Give the number of lines in the records that include the word "JANA", and nothing besides.
──────── Given records
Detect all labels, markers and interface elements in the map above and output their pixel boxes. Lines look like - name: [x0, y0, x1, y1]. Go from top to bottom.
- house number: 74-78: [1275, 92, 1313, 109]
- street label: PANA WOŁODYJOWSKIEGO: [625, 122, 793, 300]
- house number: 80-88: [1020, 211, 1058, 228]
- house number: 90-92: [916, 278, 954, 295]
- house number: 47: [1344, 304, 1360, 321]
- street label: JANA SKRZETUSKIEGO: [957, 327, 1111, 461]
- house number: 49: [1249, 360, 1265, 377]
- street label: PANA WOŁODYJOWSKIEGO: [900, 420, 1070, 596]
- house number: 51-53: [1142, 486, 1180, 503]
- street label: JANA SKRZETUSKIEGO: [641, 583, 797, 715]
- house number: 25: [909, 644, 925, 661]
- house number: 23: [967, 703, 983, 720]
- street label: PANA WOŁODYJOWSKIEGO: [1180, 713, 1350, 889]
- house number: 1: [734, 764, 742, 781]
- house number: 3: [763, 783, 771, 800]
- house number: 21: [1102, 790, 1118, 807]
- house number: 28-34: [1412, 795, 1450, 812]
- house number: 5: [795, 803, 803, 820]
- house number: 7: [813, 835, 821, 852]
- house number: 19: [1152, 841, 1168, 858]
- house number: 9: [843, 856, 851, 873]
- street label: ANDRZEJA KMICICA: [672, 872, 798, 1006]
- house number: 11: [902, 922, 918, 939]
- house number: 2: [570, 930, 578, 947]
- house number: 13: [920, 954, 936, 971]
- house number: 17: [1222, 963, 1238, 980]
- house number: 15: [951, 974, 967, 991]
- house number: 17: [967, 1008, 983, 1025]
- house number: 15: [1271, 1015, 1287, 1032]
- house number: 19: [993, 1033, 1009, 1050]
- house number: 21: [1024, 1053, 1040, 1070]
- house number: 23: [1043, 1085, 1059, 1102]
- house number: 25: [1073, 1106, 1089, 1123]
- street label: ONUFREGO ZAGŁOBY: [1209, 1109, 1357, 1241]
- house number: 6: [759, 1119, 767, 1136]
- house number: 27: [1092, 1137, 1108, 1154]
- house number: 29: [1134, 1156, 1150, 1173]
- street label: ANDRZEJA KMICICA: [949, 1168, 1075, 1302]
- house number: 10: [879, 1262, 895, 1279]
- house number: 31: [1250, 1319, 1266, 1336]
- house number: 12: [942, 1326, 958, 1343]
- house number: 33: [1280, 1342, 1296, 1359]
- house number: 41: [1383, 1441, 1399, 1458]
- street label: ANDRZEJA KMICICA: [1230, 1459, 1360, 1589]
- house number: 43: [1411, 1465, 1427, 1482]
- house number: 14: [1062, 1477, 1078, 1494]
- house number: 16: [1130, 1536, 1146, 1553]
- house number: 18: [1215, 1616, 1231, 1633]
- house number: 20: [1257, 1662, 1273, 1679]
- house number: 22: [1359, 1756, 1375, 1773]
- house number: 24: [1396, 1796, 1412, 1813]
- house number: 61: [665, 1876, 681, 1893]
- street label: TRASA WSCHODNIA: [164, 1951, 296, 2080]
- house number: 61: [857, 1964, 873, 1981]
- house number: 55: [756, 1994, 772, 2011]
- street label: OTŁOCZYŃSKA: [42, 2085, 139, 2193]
────────────────
-- Your solution --
2